### [TASK STATEMENT]
Repeat exactly, and only, the lines below starting at the line that contains "display:grid; grid-template-columns:39px 1fr" and ending at the line that contains "flex:none; width:33px; height:33px;", inclusive of both.

##### RECORDS SUPPLIED #####

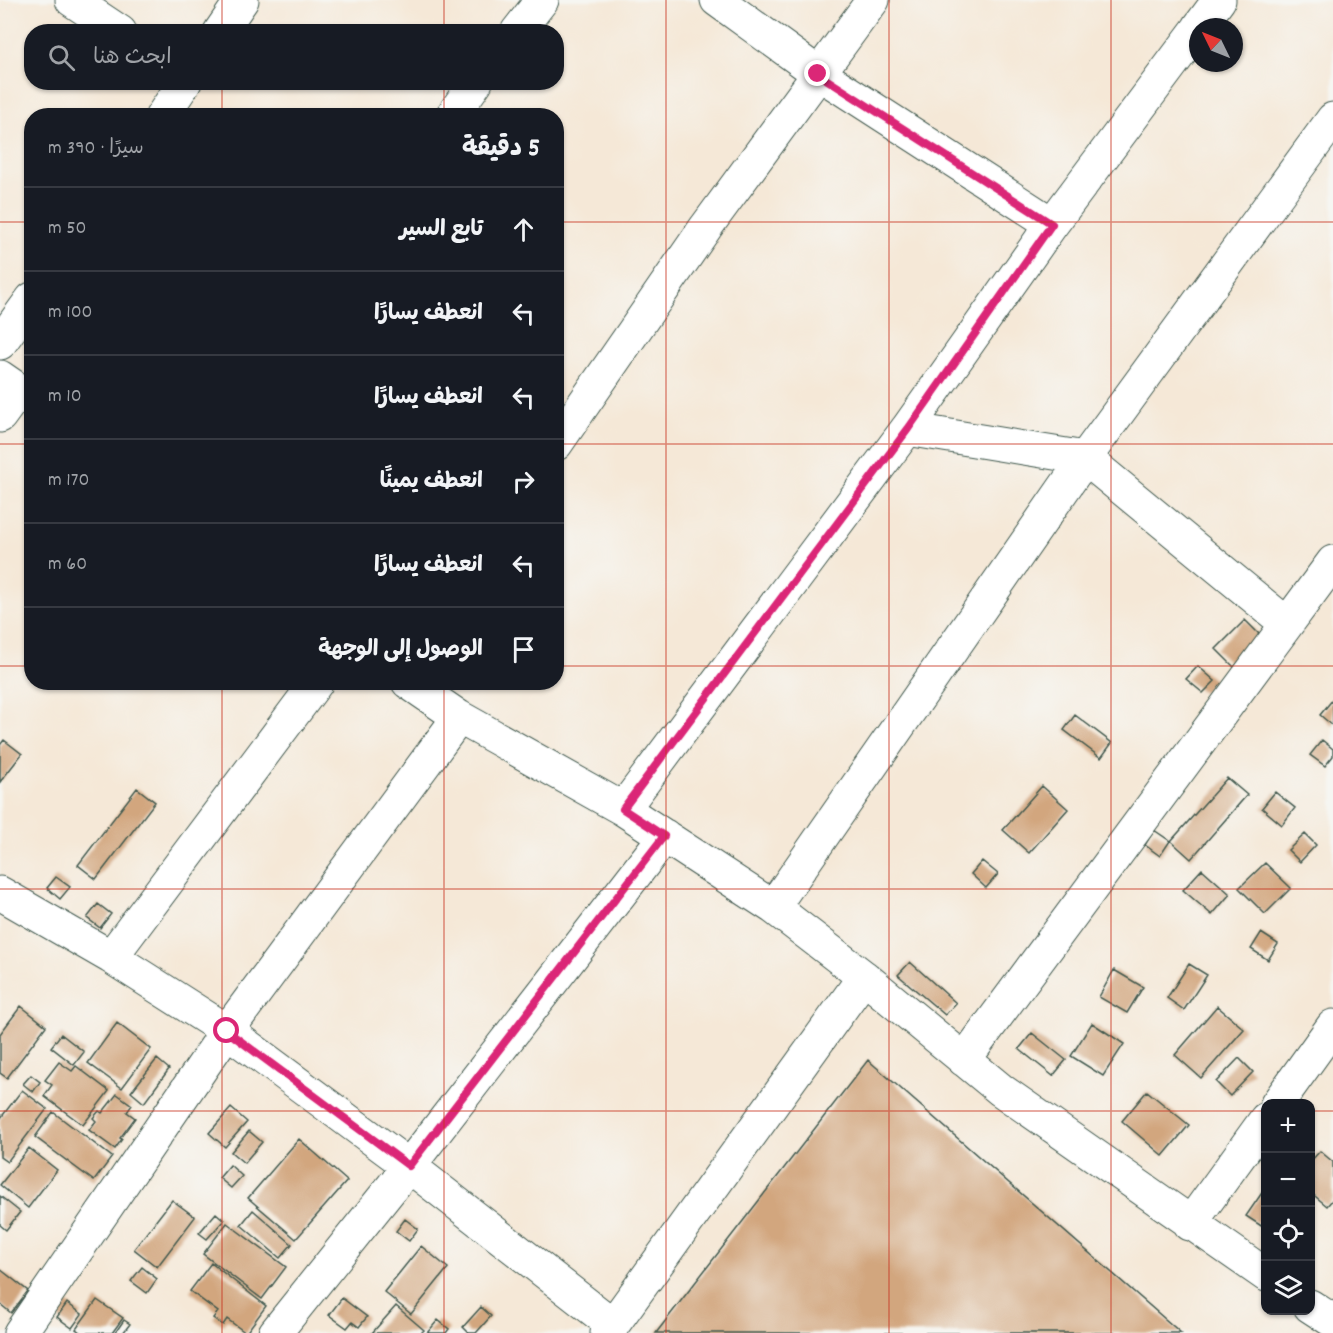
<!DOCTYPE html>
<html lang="ar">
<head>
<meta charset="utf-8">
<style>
	body { margin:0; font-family:Dekko,"Playpen Sans Arabic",sans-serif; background:#242831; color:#f1f3f6; direction:rtl }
	.controls { position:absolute; right:18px; bottom:18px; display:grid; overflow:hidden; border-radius:12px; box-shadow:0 2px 4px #0004 }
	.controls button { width:54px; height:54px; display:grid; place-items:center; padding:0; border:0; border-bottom:2px solid #363941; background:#171b24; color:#f1f3f6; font:30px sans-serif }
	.compass { position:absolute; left:1189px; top:18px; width:54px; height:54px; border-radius:50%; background:#171b24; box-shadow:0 2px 4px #0004; rotate:313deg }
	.stop { position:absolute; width:18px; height:18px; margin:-14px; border:4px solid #db2777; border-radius:50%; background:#fff }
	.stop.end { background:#db2777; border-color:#fff; box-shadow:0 2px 6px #0008 }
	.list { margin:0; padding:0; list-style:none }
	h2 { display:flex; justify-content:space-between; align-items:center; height:78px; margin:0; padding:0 24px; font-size:26px }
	h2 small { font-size:20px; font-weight:400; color:#9ea1a6 }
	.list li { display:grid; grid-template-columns:39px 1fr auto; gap:18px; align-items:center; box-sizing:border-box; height:84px; padding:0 24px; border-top:2px solid #363941 }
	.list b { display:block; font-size:22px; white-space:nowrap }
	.list em { font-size:20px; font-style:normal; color:#9ea1a6 }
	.icon { flex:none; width:33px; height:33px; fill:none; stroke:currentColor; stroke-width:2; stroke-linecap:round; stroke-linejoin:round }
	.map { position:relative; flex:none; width:1333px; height:1333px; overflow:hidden; direction:ltr }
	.search { position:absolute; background:#171b24; box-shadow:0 2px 4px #0004; left:24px; top:24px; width:540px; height:66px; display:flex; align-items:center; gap:15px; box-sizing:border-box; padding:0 21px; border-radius:24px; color:#9ea1a6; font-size:22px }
	.panel { position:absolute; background:#171b24; box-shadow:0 2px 4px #0004; left:24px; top:108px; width:540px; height:582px; border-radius:24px; direction:rtl }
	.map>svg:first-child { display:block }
	.building { fill:#d2a67e }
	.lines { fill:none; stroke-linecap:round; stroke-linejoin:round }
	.street-casing { stroke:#3f574c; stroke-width:35 }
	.street { stroke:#fff; stroke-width:33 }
	.route { stroke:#db2777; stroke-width:8 }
	.grid { fill:none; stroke:#c8321e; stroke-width:1.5; stroke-opacity:0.55 }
</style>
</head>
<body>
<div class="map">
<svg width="1333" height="1333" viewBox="0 0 1333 1333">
	<rect width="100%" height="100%" fill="#f6f6f2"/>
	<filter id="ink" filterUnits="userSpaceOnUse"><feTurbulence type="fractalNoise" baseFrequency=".0167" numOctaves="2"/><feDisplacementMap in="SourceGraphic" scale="12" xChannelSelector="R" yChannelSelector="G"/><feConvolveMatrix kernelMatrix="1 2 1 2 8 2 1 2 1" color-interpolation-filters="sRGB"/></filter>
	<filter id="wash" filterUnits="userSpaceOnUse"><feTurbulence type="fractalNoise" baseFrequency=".008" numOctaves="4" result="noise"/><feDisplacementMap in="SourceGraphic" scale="24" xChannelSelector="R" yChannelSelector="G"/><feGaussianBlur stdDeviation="1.35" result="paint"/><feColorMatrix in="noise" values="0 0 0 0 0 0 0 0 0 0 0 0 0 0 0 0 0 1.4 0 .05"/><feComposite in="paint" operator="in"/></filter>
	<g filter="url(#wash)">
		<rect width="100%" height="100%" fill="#f5e8d7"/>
		<g id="blocks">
			<path class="building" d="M 1245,620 L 1263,638 L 1234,667 L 1216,649 Z
				M 1198,666 L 1215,681 L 1203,693 L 1186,679 Z
				M 1333,699 L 1333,726 L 1320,715 Z
				M 1075,715 L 1112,743 L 1101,758 L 1064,730 Z
				M 4,740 L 22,754 L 0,782 L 0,745 Z
				M 1322,740 L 1333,749 L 1333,756 L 1325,766 L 1310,755 Z
				M 1227,778 L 1247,795 L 1191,859 L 1171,841 Z
				M 1042,786 L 1068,809 L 1029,853 L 1003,830 Z
				M 137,788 L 155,802 L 96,879 L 78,865 Z
				M 1275,792 L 1295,808 L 1282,825 L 1262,808 Z
				M 1154,830 L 1170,841 L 1160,856 L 1145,845 Z
				M 1305,834 L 1316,845 L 1300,862 L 1288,850 Z
				M 982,861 L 998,874 L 986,888 L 971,874 Z
				M 1265,863 L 1291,888 L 1265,914 L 1239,888 Z
				M 1202,869 L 1230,894 L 1212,915 L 1183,890 Z
				M 56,877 L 70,887 L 60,899 L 47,888 Z
				M 98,904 L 111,914 L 100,928 L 87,918 Z
				M 1261,933 L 1278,944 L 1268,960 L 1251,949 Z
				M 910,962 L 956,1003 L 945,1015 L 898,975 Z
				M 1189,964 L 1207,975 L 1184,1010 L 1167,998 Z
				M 1114,970 L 1143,987 L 1127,1013 L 1099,997 Z
				M 21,1006 L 46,1026 L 7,1078 L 0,1073 L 0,1034 Z
				M 1217,1006 L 1244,1029 L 1201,1078 L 1175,1055 Z
				M 117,1023 L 151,1049 L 122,1088 L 88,1063 Z
				M 1092,1023 L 1124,1044 L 1103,1076 L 1071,1056 Z
				M 1032,1033 L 1066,1060 L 1053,1076 L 1019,1049 Z
				M 61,1034 L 84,1052 L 74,1065 L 51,1047 Z
				M 1239,1058 L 1253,1072 L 1230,1096 L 1216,1082 Z
				M 157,1059 L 169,1069 L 144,1103 L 131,1092 Z
				M 868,1060 L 1181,1333 L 656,1333 Z
				M 59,1062 L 72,1071 L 76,1066 L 109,1091 L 83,1125 L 44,1096 L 52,1085 L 45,1080 Z
				M 31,1075 L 40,1082 L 33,1092 L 23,1084 Z
				M 22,1090 L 47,1109 L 7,1162 L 0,1157 L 0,1119 Z
				M 1147,1091 L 1189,1125 L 1163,1156 L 1122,1121 Z
				M 117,1094 L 132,1105 L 127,1112 L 135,1118 L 120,1138 L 122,1139 L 115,1149 L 89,1130 L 96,1121 L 93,1118 L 99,1111 L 102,1113 Z
				M 231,1108 L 247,1122 L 225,1147 L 209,1133 Z
				M 53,1112 L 112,1157 L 94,1181 L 35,1137 Z
				M 249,1131 L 262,1142 L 244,1163 L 231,1152 Z
				M 299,1139 L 347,1181 L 296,1239 L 248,1198 Z
				M 29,1148 L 57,1170 L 28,1208 L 0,1185 Z
				M 1320,1151 L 1333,1162 L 1333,1199 L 1327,1206 L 1310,1192 L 1310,1162 Z
				M 230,1165 L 242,1176 L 231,1188 L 219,1178 Z
				M 1266,1187 L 1266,1229 L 1246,1216 Z
				M 0,1196 L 20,1212 L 6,1230 L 0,1225 Z
				M 172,1200 L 195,1217 L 157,1267 L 134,1249 Z
				M 253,1210 L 292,1244 L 280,1258 L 241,1225 Z
				M 216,1213 L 224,1220 L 207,1239 L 199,1233 Z
				M 405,1219 L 418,1229 L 409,1241 L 396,1231 Z
				M 227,1223 L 286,1267 L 262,1299 L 203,1254 Z
				M 421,1246 L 448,1268 L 411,1314 L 384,1292 Z
				M 211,1263 L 266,1306 L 246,1333 L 227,1319 L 223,1325 L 213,1318 L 218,1312 L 190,1291 Z
				M 142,1267 L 157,1279 L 147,1293 L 131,1281 Z
				M 0,1269 L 28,1291 L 11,1313 L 0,1304 Z
				M 342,1298 L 367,1317 L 359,1327 L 352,1322 L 347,1328 L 329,1315 Z
				M 97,1300 L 123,1318 L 112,1333 L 81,1333 L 76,1329 Z
				M 67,1303 L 82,1314 L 72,1328 L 57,1317 Z
				M 396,1306 L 424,1330 L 421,1333 L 372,1333 Z
				M 481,1307 L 491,1316 L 476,1333 L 469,1333 L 463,1327 Z
				M 124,1320 L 130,1324 L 123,1333 L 115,1333 Z
				M 438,1320 L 449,1329 L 446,1333 L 427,1333 Z"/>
		</g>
	</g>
	<g filter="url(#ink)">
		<use href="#blocks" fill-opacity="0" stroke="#3f574c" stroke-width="1.5"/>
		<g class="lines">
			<g class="street-casing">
				<path id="street" d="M 72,0 L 120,32
					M 717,0 L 818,73 L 1052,224
					M 1199,27 L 1219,0
					M 220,32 L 242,0
					M 517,32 L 542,0
					M 162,116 L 185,82
					M 452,116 L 476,82
					M 0,343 L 32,299
					M 0,377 L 32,399
					M 0,416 L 19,390
					M 907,429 L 1085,458 L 1287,624
					M 556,444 L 706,227 L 873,0
					M 408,682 L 459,717 L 623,809 L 773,907 L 864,977 L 1001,1090 L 1266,1275
					M 623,809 L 907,429 L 1052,224 L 1198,29
					M 0,893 L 111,957 L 227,1031 L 409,1166 L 613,1325
					M 773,907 L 1085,458 L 1333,119
					M 111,957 L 317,682
					M 964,1060 L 1333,562
					M 1277,1104 L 1333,1026
					M 1190,1224 L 1266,1119
					M 1310,1306 L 1333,1321
					M 20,1333 L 227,1031 L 459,717
					M 275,1333 L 409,1166 L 665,836
					M 607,1333 L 864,977"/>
			</g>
			<use href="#street" class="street"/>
		</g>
	</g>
	<g class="lines" filter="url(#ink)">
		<path class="route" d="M 227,1031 L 409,1166 L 664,836 L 623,809 L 908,429 L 1052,224 L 818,74"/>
	</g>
	<path class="grid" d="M 222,0 L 222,32M 444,0 L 444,32M 666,0 L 666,1333M 889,0 L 889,1333M 1111,0 L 1111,1333M 222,82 L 222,116M 444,82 L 444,116M 0,222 L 32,222M 556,222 L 1333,222M 0,444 L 32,444M 556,444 L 1333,444M 0,666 L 32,666M 556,666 L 1333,666M 222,682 L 222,1333M 444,682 L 444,1333M 0,889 L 1333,889M 0,1111 L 1266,1111M 1310,1111 L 1333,1111"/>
</svg>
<div class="controls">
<button>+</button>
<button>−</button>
<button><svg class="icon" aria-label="locate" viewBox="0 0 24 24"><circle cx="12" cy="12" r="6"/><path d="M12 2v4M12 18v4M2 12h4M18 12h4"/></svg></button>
<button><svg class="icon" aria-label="layers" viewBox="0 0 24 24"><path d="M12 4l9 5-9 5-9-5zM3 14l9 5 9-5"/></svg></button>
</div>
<svg class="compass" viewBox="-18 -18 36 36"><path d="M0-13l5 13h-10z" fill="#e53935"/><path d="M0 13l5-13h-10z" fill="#9ea1a6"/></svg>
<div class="stop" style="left:227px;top:1031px"></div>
<div class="stop end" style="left:818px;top:74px"></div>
<div class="search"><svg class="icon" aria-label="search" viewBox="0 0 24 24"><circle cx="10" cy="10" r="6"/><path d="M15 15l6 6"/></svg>ابحث هنا</div>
<section class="panel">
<h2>5 دقيقة<small>سيرًا · 390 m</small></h2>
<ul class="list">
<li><svg class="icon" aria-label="ahead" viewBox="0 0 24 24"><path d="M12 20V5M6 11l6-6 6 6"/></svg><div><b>تابع السير</b></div><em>50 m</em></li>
<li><svg class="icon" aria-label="left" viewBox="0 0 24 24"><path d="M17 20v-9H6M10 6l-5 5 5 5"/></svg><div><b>انعطف يسارًا</b></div><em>100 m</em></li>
<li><svg class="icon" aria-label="left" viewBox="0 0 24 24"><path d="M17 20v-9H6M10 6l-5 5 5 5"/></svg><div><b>انعطف يسارًا</b></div><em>10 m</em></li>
<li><svg class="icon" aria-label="right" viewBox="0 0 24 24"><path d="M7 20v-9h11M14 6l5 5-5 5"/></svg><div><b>انعطف يمينًا</b></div><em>170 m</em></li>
<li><svg class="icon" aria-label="left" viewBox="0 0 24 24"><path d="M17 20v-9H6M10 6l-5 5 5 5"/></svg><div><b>انعطف يسارًا</b></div><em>60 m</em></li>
<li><svg class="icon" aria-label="arrive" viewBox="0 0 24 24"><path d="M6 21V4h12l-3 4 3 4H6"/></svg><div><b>الوصول إلى الوجهة</b></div></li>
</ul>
</section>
</div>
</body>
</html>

#####

### [SOLUTION]
	.list li { display:grid; grid-template-columns:39px 1fr auto; gap:18px; align-items:center; box-sizing:border-box; height:84px; padding:0 24px; border-top:2px solid #363941 }
	.list b { display:block; font-size:22px; white-space:nowrap }
	.list em { font-size:20px; font-style:normal; color:#9ea1a6 }
	.icon { flex:none; width:33px; height:33px; fill:none; stroke:currentColor; stroke-width:2; stroke-linecap:round; stroke-linejoin:round }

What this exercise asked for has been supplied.